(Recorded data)
════════════════
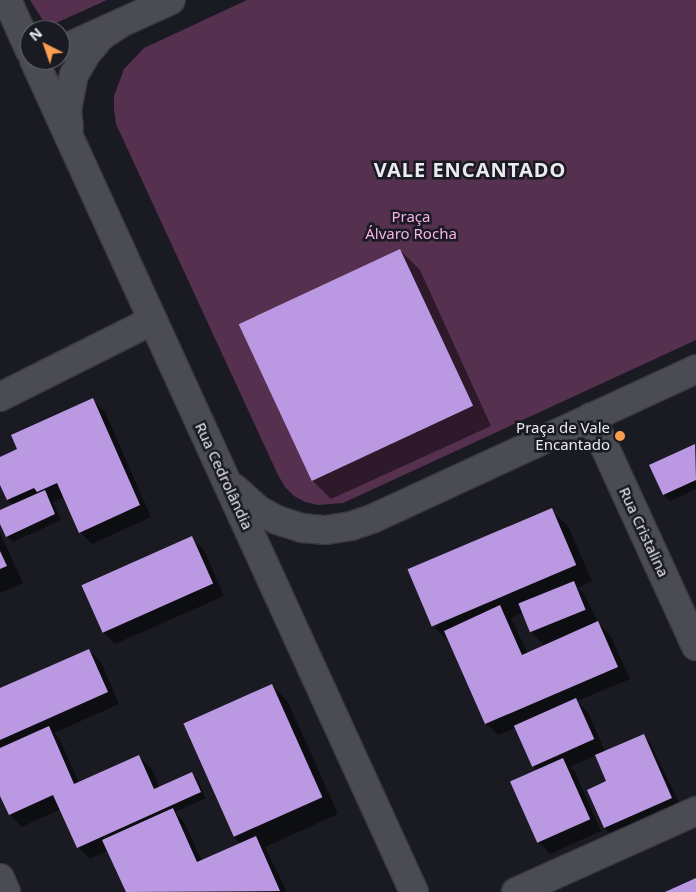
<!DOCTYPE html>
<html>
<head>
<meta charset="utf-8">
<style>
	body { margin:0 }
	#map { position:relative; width:696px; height:892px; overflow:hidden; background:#1a1b22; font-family:"Noto Sans",sans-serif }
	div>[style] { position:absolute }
	.green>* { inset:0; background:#55304f }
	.shadow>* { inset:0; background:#0007 }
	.building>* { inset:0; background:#bb99e2; transform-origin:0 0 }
	.roads { filter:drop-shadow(1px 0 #37383d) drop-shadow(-1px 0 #37383d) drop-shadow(0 1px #37383d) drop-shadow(0 -1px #37383d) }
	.street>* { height:28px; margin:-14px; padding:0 14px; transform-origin:14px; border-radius:14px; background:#4a4b53 }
	.dots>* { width:14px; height:14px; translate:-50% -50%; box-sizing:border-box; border:2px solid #1a1b22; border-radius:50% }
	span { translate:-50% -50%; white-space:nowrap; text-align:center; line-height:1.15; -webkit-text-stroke:5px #1a1b22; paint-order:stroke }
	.park-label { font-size:15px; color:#f8b0ea }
	.poi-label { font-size:15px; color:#eaebf0 }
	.right { translate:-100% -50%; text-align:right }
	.street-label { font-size:15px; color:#eaebf0 }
	.district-label { font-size:20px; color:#eaebf0; font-weight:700; letter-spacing:1px }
	.north { position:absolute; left:20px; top:20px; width:50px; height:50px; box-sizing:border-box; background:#1a1b22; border:1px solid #6d6e74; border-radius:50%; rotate:319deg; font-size:14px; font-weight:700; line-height:20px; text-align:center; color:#eaebf0 }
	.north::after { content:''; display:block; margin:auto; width:18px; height:22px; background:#fb9e50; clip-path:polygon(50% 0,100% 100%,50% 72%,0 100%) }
</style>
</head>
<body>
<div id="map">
	<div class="green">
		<div style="clip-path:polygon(30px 0,107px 0,56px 23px,42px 19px)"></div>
		<div style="clip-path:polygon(247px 0,696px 0,696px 340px,343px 503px,318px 505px,305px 502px,294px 496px,285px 487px,278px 475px,116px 124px,114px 110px,114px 96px,124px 69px,144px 48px)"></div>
	</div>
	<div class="shadow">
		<div style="clip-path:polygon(400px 250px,420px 270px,491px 426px,331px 499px,311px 479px)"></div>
		<div style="clip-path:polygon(93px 400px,105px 412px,151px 517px,92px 544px,80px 532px,64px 497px,53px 502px,61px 520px,13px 542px,7px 536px,0 520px,0 511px,13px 505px,8px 500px,0 482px,0 458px,19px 450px)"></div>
		<div style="clip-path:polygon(694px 446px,696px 489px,670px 501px,664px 495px)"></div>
		<div style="clip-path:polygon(evenodd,551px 510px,568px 526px,592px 581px,578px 588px,585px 595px,598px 623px,610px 635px,630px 679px,577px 701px,588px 712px,605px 752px,643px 735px,649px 741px,683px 810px,617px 840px,605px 828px,589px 790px,609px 781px,596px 755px,570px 767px,575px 772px,601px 831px,550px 854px,538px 841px,537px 771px,533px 766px,516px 728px,498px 735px,486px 723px,451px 644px,435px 628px,551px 510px,523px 612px,532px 633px,545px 646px,528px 654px,511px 618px,523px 612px)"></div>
		<div style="clip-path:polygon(0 533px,23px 583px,0 593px)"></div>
		<div style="clip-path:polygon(191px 538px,204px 550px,224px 596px,115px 644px,103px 632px)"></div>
		<div style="clip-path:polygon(89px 650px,101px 662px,119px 704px,54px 733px,60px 740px,79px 783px,139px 756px,151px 768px,160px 788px,192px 774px,198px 780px,206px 798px,175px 812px,184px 822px,202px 861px,241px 844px,234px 837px,272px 685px,288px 702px,338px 814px,265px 847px,287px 892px,127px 892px,109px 850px,90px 859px,78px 847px,61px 809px,22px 827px,10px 815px,0 793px,0 689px)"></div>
	</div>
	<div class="building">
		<div style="left:400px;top:249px;width:173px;height:178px;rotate:65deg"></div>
		<div style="clip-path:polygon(93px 398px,140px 505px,79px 533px,57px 483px,37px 492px,34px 488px,7px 500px,0 485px,0 457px,17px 449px,11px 435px)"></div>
		<div style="clip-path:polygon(695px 444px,696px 480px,663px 495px,649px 465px)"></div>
		<div style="clip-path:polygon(45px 490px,55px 514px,6px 537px,0 524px,0 510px)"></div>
		<div style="left:552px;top:508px;width:62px;height:157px;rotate:67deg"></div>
		<div style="left:192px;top:536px;width:52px;height:121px;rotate:66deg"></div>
		<div style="clip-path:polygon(0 551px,7px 566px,0 569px)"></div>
		<div style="left:574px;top:581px;width:31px;height:60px;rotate:68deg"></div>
		<div style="clip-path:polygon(500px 605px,522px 655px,598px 621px,618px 667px,485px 724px,444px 631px)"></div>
		<div style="clip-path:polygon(89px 649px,108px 692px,0 740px,0 688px)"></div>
		<div style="left:272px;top:684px;width:124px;height:97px;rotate:66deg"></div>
		<div style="left:576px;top:698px;width:45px;height:68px;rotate:66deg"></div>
		<div style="clip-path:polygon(49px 726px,74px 784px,139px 755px,154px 789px,192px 772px,201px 792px,77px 848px,53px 795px,9px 815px,0 796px,0 748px)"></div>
		<div style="clip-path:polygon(644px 734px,672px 798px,604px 828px,587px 790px,606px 781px,595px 755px)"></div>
		<div style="left:563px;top:758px;width:67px;height:58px;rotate:66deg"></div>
		<div style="clip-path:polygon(173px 808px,197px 862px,256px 836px,280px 891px,126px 892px,102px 840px)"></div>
		<div style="clip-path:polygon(696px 878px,696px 892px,665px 892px)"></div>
	</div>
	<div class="roads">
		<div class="street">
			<div style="left:7px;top:0;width:56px;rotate:65.7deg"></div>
			<div style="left:60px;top:47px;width:8px"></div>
			<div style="left:68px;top:47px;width:113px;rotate:-24.5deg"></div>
			<div style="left:34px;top:60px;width:915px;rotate:65.45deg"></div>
			<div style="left:69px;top:128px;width:18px;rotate:-96deg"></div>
			<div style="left:67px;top:110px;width:36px;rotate:-79deg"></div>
			<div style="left:74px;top:75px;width:24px;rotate:-60deg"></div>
			<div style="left:86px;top:54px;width:23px;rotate:-50deg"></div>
			<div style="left:101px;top:36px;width:24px;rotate:-33deg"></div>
			<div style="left:0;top:397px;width:171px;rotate:-26.7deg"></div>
			<div style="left:591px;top:417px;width:252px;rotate:65.4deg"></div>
			<div style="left:234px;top:488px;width:31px;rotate:42deg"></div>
			<div style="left:257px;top:509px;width:23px;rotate:29deg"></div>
			<div style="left:277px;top:520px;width:26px;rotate:18deg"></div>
			<div style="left:302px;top:528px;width:24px;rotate:5deg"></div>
			<div style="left:326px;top:530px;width:25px;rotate:-9deg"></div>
			<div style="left:351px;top:526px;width:24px;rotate:-19deg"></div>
			<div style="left:374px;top:518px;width:355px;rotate:-24.8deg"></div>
			<div style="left:0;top:878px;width:15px;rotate:67deg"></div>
			<div style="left:516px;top:892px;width:197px;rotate:-24.2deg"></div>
		</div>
	</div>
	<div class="dots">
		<div style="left:620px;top:436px;background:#fb9e50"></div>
	</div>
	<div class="park-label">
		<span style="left:411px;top:225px">Praça<br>Álvaro Rocha</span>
	</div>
	<div class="poi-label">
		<span class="right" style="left:610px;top:436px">Praça de Vale<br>Encantado</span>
	</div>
	<div class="street-label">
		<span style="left:224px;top:476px;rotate:65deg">Rua Cedrolândia</span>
		<span style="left:644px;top:532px;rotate:65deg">Rua Cristalina</span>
	</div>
	<div class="district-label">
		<span style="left:470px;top:169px">VALE ENCANTADO</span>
	</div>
	<div class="north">N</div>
</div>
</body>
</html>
════════════════
Set down the records above exactly as written, beginning with the first line and ending with the line that contains "position:relative; width:696px; height:892px;", and do not include pictures.

Answer section:
<!DOCTYPE html>
<html>
<head>
<meta charset="utf-8">
<style>
	body { margin:0 }
	#map { position:relative; width:696px; height:892px; overflow:hidden; background:#1a1b22; font-family:"Noto Sans",sans-serif }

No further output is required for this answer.